The data START

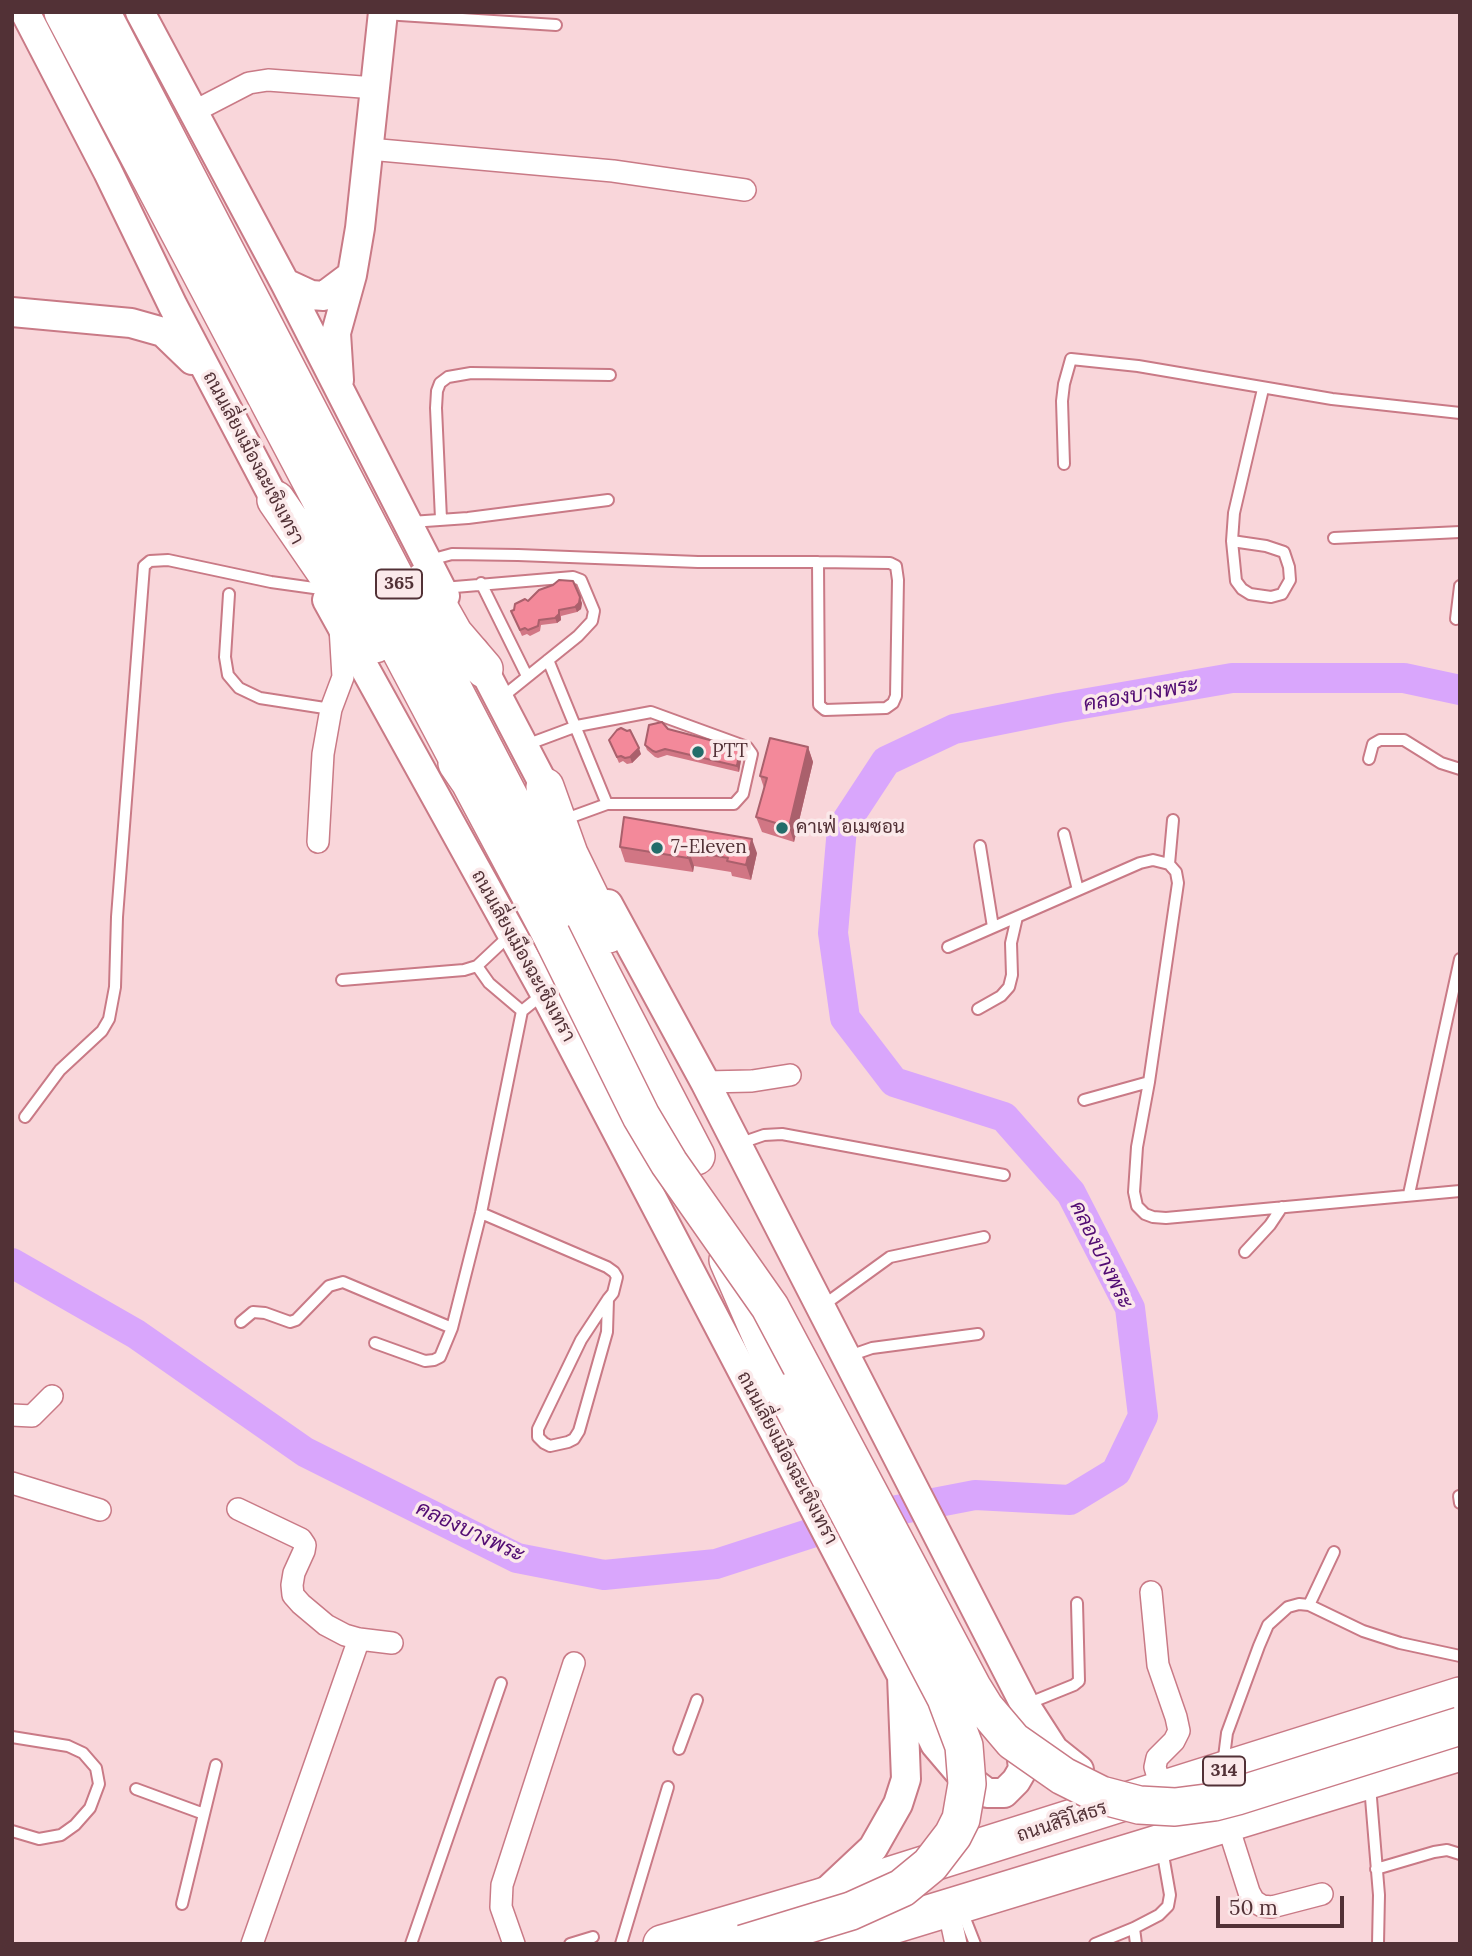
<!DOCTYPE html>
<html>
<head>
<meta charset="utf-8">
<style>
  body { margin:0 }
  #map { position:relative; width:1472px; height:1956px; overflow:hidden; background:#f9d6da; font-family:Lora,serif }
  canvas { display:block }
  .frame { position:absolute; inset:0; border:14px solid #523136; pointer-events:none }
  .scale { position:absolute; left:1216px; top:1896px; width:128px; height:32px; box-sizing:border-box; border:4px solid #523136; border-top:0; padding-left:9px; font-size:21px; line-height:24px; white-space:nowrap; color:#523136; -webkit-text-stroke:5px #fbe9ea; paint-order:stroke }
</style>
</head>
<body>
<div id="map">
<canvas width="1472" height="1956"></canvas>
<div class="frame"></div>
<div class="scale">50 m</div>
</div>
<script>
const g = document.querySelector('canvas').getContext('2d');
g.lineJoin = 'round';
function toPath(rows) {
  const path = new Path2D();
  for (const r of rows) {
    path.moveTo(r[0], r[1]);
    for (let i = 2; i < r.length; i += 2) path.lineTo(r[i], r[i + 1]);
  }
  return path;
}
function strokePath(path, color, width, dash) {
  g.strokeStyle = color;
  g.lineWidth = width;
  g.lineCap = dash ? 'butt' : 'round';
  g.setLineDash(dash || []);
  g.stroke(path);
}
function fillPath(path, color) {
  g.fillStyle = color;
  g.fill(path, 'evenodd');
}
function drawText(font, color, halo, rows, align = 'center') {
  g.font = font + ' Lora,Sarabun,serif';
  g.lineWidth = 7;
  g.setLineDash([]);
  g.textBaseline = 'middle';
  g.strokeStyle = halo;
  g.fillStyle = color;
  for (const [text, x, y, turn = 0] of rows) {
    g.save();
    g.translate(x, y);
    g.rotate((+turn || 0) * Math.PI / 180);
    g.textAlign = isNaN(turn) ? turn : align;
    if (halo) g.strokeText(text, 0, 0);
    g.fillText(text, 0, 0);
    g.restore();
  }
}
const river = toPath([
  [12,1263,136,1334,305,1452,517,1558,604,1575,716,1564,861,1517,975,1495,1070,1500,1116,1472,1143,1416,1130,1308,1071,1193,1004,1117,894,1082,845,1018,833,933,842,828,886,761,954,729,1059,708,1232,678,1404,678,1460,690]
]);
const lane = toPath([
  [384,14,556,25],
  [1064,464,1062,401,1064,384,1071,359,1138,366,1332,399,1460,413],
  [441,519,436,408,437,391,440,383,448,377,471,373,610,375],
  [411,522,468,518,608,500],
  [1334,538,1460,532],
  [1232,541,1266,546,1284,552,1289,567,1290,580,1282,594,1271,597,1250,594,1242,589,1236,581,1232,541,1234,513,1263,389],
  [430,560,452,554,518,555,698,562,818,562,890,563,896,566,898,580,896,696,893,703,886,708,825,710,819,705,818,562],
  [481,583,527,676],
  [443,588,573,577,581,580,594,611,592,621,578,636,501,698],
  [229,594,225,657,228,675,239,688,260,698,331,709],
  [1456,619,1460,586],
  [548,660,607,804],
  [526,745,577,726,651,712,747,747,752,754,743,794,734,804,607,804,563,820],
  [1369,759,1373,744,1380,740,1404,740,1441,763,1460,769],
  [1064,834,1078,890],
  [980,846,993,927],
  [1169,864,1173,820],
  [948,947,1140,863,1153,860,1169,864,1176,872,1178,883,1149,1082,1137,1147,1134,1192,1137,1206,1145,1214,1153,1217,1166,1218,1460,1191],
  [477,966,489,983,522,1011],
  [342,980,464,970,477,966,510,935],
  [978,1009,1001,996,1009,987,1012,975,1011,943,1017,917],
  [1084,1100,1149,1082],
  [25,1117,60,1070,102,1031,109,1019,115,987,117,917,144,566,150,561,168,560,271,582,321,589],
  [738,1144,764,1135,782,1134,1004,1175],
  [1409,1194,1460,959],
  [481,1213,607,1267,614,1272,617,1277,613,1293,608,1299,581,1340,538,1429,538,1437,544,1443,550,1446,568,1442,574,1439,579,1431,607,1332,608,1299],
  [1245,1252,1270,1225,1282,1207],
  [821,1307,890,1257,984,1237],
  [241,1322,253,1312,265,1313,290,1322,296,1320,329,1286,343,1282,452,1328],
  [375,1343,425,1361,434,1360,440,1357,452,1328,481,1213,522,1011,543,994],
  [849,1356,872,1348,978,1334],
  [1459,1496,1460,1503],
  [1309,1605,1334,1552],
  [1027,1704,1074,1685,1079,1681,1077,1603],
  [12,1737,68,1746,83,1753,96,1768,99,1784,90,1808,75,1825,61,1835,39,1839,12,1831],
  [679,1749,697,1700],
  [1223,1765,1227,1733,1259,1646,1268,1625,1288,1607,1299,1604,1309,1605,1363,1631,1400,1643,1460,1656],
  [1370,1786,1379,1895,1378,1944],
  [136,1789,204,1814],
  [1376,1869,1434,1852,1447,1850,1460,1854],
  [182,1904,216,1765],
  [962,1911,975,1944],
  [1134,1928,1136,1944],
  [411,1944,501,1683],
  [570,1944,593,1937],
  [621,1944,668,1787],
  [1095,1944,1134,1928,1159,1915,1168,1906,1170,1895,1162,1849]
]);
const street = toPath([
  [193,112,249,83,268,80,375,88],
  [369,149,613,171,745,190],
  [318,842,323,754,331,709,343,677,340,627],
  [705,1082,752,1081,790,1075],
  [12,1415,32,1416,52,1396],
  [12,1483,100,1510],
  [238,1509,301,1539,305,1545,304,1551,294,1573,292,1585,293,1595,301,1604,326,1625,345,1635,359,1639,392,1643],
  [1151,1592,1158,1665,1176,1717,1179,1731,1174,1741,1157,1758,1155,1767,1162,1791],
  [1227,1823,1249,1892,1254,1901,1262,1906,1272,1907,1322,1894],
  [948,1907,956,1944],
  [252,1944,359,1639],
  [514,1944,501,1907,502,1885,574,1663]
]);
const secondary = toPath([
  [25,12,108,172,173,306,284,517],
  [140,12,285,283,445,596],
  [285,283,311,295,324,296,352,275],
  [12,312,131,323,163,332,192,360],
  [339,380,336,333,352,275,360,228,383,12],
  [327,600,544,992,902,1676,906,1779,898,1804,873,1848,824,1894],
  [474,651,554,804],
  [608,904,705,1082,1025,1705,1054,1750,1079,1770],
  [908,1688,935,1744,958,1771,987,1793,1004,1793,1016,1781,1023,1769,1019,1733]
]);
const highway = toPath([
  [63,12,470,782],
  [101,12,696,1156],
  [276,500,375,644],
  [424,581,454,634,484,669],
  [457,763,470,782,551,934],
  [545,787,569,854,608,934],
  [728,1260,786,1393],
  [662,1944,819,1898,1460,1696],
  [830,1944,1460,1752]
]);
const highwayBridge = toPath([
  [551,934,641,1116,669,1163,770,1307,972,1687,985,1708,1013,1741,1063,1776,1101,1795,1139,1805,1175,1807,1214,1802,1237,1796,1460,1726],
  [743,1944,851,1911,902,1888,930,1865,953,1835,961,1819,967,1784,964,1746,946,1698,786,1393]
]);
const wall = toPath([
  [553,585,582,603,581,609,577,612,561,616,561,620,557,623,541,625,540,631,530,636,527,634,522,636,511,611],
  [668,729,740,748,742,754,739,772,667,755,658,758,655,757,647,750,645,745],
  [609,740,641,754,632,763,627,764,623,761,619,763],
  [808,747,813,762,794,842,762,832,756,817,764,788,760,776],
  [620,847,757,853,751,880,732,876,731,872,694,866,693,872,625,862]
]);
const shadedWall = toPath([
  [580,597,582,603,581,609,577,612,575,607],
  [559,610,561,620,557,623,555,618],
  [808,747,813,762,794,842,789,827],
  [639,748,641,754,632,763,630,757],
  [740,748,742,754,739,772,737,766],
  [752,839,757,853,751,880,746,865],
  [689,851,694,866,693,872,688,858]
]);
const building = toPath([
  [559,580,573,581,580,597,579,603,575,607,559,610,559,614,555,618,539,620,538,626,528,630,525,628,520,630,511,611,514,610,515,604,525,599,528,601,539,590,553,585,559,580],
  [662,722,668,729,740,748,737,766,665,749,656,752,653,751,645,745,649,725,662,722],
  [621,728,627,731,630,730,639,748,630,757,625,758,621,756,617,757,609,740,617,730,621,728],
  [770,738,808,747,789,827,756,817,767,778,760,776,770,738],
  [624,817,752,839,746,865,727,861,728,858,689,851,688,858,620,847,624,817]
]);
const markers = [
  [698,752,7,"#226d6a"],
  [782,828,7,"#226d6a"],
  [657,848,7,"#226d6a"]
];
const shields = [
  [399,584,46],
  [1224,1771,42]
];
const shieldNames = [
  ["365",399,584],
  ["314",1224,1771]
];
const streetNames = [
  ["ถนนเลี่ยงเมืองฉะเชิงเทรา",253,458,62],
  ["ถนนเลี่ยงเมืองฉะเชิงเทรา",523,956,61],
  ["ถนนเลี่ยงเมืองฉะเชิงเทรา",787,1458,62],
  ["ถนนสิริโสธร",1062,1822,-18]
];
const poiNames = [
  ["PTT",712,752],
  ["คาเฟ่ อเมซอน",796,828],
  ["7-Eleven",671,848]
];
const waterNames = [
  ["คลองบางพระ",1141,695,-10],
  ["คลองบางพระ",1101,1255,64],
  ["คลองบางพระ",470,1532,25]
];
strokePath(river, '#d9a6fc', 30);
strokePath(lane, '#c97a86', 14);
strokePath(street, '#c97a86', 24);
strokePath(secondary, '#c97a86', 32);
strokePath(highway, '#c97a86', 40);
strokePath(lane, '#fff', 10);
strokePath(street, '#fff', 21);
strokePath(secondary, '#fff', 28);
strokePath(highway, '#fff', 37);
strokePath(highwayBridge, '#c97a86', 40, []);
strokePath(highwayBridge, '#fff', 37);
fillPath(wall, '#d17684');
fillPath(shadedWall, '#aa606c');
fillPath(building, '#f3899a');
strokePath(building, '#aa606c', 2);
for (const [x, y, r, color] of markers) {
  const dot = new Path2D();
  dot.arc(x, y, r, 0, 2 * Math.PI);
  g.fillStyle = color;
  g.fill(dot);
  strokePath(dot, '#fbe9ea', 2.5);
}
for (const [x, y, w] of shields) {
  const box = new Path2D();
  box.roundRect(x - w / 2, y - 14.5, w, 29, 5);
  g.fillStyle = '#fbe9ea';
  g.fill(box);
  strokePath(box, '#523136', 2);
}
drawText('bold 18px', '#523136', null, shieldNames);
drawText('19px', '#523136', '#fbe9ea', streetNames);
drawText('19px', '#523136', '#fbe9ea', poiNames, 'left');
drawText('italic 21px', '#520c73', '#fbe9ea', waterNames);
</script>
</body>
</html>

The data END

Directions for this task: Scan the entries above for the word "align", then copy every line in which it occurs.

Result for this task:
function drawText(font, color, halo, rows, align = 'center') {
    g.textAlign = isNaN(turn) ? turn : align;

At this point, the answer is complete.